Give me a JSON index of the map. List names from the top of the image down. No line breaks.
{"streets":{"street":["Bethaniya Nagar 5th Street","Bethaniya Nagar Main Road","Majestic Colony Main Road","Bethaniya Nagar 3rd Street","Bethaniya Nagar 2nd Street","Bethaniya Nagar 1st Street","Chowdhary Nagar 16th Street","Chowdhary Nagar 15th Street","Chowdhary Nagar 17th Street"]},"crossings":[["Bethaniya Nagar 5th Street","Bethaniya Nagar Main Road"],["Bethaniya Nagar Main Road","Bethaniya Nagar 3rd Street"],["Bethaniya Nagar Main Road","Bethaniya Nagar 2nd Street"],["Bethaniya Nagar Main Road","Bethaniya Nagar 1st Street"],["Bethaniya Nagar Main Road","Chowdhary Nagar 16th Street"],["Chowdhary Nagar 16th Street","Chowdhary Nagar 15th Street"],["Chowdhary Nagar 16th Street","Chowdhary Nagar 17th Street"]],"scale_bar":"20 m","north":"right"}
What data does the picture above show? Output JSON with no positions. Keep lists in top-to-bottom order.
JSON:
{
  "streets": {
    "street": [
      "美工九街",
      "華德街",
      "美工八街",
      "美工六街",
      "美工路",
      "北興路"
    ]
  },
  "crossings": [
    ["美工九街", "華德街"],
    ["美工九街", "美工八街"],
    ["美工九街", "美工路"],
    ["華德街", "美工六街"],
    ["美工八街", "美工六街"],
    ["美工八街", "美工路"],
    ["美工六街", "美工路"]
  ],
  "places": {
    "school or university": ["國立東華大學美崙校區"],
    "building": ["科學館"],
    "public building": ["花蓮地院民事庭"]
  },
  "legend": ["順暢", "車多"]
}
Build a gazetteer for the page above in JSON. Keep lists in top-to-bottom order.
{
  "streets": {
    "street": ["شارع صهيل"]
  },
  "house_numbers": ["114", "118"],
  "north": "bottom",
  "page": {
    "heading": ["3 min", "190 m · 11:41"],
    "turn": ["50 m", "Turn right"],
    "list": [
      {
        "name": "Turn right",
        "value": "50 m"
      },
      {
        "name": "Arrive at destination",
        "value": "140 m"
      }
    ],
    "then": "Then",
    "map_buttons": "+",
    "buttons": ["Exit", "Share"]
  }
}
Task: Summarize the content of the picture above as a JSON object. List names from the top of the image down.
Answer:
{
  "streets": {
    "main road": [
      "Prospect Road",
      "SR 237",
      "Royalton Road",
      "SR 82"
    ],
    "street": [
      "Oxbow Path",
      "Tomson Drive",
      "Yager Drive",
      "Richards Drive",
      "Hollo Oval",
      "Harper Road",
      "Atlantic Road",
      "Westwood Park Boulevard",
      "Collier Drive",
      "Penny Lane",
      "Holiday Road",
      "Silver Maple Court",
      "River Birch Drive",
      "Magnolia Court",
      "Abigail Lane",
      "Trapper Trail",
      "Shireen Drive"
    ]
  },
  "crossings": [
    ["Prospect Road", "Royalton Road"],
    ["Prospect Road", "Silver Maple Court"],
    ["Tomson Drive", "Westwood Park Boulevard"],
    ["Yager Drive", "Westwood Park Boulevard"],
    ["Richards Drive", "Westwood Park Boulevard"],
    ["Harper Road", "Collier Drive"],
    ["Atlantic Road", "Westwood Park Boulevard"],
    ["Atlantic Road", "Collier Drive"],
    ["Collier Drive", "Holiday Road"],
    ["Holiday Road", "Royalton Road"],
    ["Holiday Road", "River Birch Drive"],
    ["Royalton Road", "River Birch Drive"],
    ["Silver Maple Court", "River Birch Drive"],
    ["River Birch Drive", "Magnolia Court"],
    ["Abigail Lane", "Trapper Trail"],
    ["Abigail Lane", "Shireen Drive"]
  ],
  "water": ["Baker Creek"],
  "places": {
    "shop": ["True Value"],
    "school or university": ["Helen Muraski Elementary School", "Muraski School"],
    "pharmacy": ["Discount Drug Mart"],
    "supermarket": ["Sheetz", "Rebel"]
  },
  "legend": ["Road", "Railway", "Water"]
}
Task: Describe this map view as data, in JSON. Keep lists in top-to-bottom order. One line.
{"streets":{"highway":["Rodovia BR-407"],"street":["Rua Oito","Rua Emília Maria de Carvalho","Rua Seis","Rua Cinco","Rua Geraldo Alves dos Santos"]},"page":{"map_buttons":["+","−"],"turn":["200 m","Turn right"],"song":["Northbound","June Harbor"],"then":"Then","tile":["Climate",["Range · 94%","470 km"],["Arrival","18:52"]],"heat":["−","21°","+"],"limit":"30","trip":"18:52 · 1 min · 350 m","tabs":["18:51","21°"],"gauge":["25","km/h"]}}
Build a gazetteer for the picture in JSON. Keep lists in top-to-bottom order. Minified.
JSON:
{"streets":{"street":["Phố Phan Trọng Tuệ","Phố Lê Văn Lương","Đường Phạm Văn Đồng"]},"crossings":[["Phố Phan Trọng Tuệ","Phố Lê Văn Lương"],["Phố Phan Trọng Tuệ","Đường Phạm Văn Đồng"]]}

* * * * * * *

TASK INSTRUCTIONS:
Retype the records above exactly as they appear.

EXERCISE ANSWER:
Give me a JSON index of the map. List names from the top of the image down. No line breaks.
{"streets":{"street":["Bethaniya Nagar 5th Street","Bethaniya Nagar Main Road","Majestic Colony Main Road","Bethaniya Nagar 3rd Street","Bethaniya Nagar 2nd Street","Bethaniya Nagar 1st Street","Chowdhary Nagar 16th Street","Chowdhary Nagar 15th Street","Chowdhary Nagar 17th Street"]},"crossings":[["Bethaniya Nagar 5th Street","Bethaniya Nagar Main Road"],["Bethaniya Nagar Main Road","Bethaniya Nagar 3rd Street"],["Bethaniya Nagar Main Road","Bethaniya Nagar 2nd Street"],["Bethaniya Nagar Main Road","Bethaniya Nagar 1st Street"],["Bethaniya Nagar Main Road","Chowdhary Nagar 16th Street"],["Chowdhary Nagar 16th Street","Chowdhary Nagar 15th Street"],["Chowdhary Nagar 16th Street","Chowdhary Nagar 17th Street"]],"scale_bar":"20 m","north":"right"}
What data does the picture above show? Output JSON with no positions. Keep lists in top-to-bottom order.
JSON:
{
  "streets": {
    "street": [
      "美工九街",
      "華德街",
      "美工八街",
      "美工六街",
      "美工路",
      "北興路"
    ]
  },
  "crossings": [
    ["美工九街", "華德街"],
    ["美工九街", "美工八街"],
    ["美工九街", "美工路"],
    ["華德街", "美工六街"],
    ["美工八街", "美工六街"],
    ["美工八街", "美工路"],
    ["美工六街", "美工路"]
  ],
  "places": {
    "school or university": ["國立東華大學美崙校區"],
    "building": ["科學館"],
    "public building": ["花蓮地院民事庭"]
  },
  "legend": ["順暢", "車多"]
}
Build a gazetteer for the page above in JSON. Keep lists in top-to-bottom order.
{
  "streets": {
    "street": ["شارع صهيل"]
  },
  "house_numbers": ["114", "118"],
  "north": "bottom",
  "page": {
    "heading": ["3 min", "190 m · 11:41"],
    "turn": ["50 m", "Turn right"],
    "list": [
      {
        "name": "Turn right",
        "value": "50 m"
      },
      {
        "name": "Arrive at destination",
        "value": "140 m"
      }
    ],
    "then": "Then",
    "map_buttons": "+",
    "buttons": ["Exit", "Share"]
  }
}
Task: Summarize the content of the picture above as a JSON object. List names from the top of the image down.
Answer:
{
  "streets": {
    "main road": [
      "Prospect Road",
      "SR 237",
      "Royalton Road",
      "SR 82"
    ],
    "street": [
      "Oxbow Path",
      "Tomson Drive",
      "Yager Drive",
      "Richards Drive",
      "Hollo Oval",
      "Harper Road",
      "Atlantic Road",
      "Westwood Park Boulevard",
      "Collier Drive",
      "Penny Lane",
      "Holiday Road",
      "Silver Maple Court",
      "River Birch Drive",
      "Magnolia Court",
      "Abigail Lane",
      "Trapper Trail",
      "Shireen Drive"
    ]
  },
  "crossings": [
    ["Prospect Road", "Royalton Road"],
    ["Prospect Road", "Silver Maple Court"],
    ["Tomson Drive", "Westwood Park Boulevard"],
    ["Yager Drive", "Westwood Park Boulevard"],
    ["Richards Drive", "Westwood Park Boulevard"],
    ["Harper Road", "Collier Drive"],
    ["Atlantic Road", "Westwood Park Boulevard"],
    ["Atlantic Road", "Collier Drive"],
    ["Collier Drive", "Holiday Road"],
    ["Holiday Road", "Royalton Road"],
    ["Holiday Road", "River Birch Drive"],
    ["Royalton Road", "River Birch Drive"],
    ["Silver Maple Court", "River Birch Drive"],
    ["River Birch Drive", "Magnolia Court"],
    ["Abigail Lane", "Trapper Trail"],
    ["Abigail Lane", "Shireen Drive"]
  ],
  "water": ["Baker Creek"],
  "places": {
    "shop": ["True Value"],
    "school or university": ["Helen Muraski Elementary School", "Muraski School"],
    "pharmacy": ["Discount Drug Mart"],
    "supermarket": ["Sheetz", "Rebel"]
  },
  "legend": ["Road", "Railway", "Water"]
}
Task: Describe this map view as data, in JSON. Keep lists in top-to-bottom order. One line.
{"streets":{"highway":["Rodovia BR-407"],"street":["Rua Oito","Rua Emília Maria de Carvalho","Rua Seis","Rua Cinco","Rua Geraldo Alves dos Santos"]},"page":{"map_buttons":["+","−"],"turn":["200 m","Turn right"],"song":["Northbound","June Harbor"],"then":"Then","tile":["Climate",["Range · 94%","470 km"],["Arrival","18:52"]],"heat":["−","21°","+"],"limit":"30","trip":"18:52 · 1 min · 350 m","tabs":["18:51","21°"],"gauge":["25","km/h"]}}
Build a gazetteer for the picture in JSON. Keep lists in top-to-bottom order. Minified.
JSON:
{"streets":{"street":["Phố Phan Trọng Tuệ","Phố Lê Văn Lương","Đường Phạm Văn Đồng"]},"crossings":[["Phố Phan Trọng Tuệ","Phố Lê Văn Lương"],["Phố Phan Trọng Tuệ","Đường Phạm Văn Đồng"]]}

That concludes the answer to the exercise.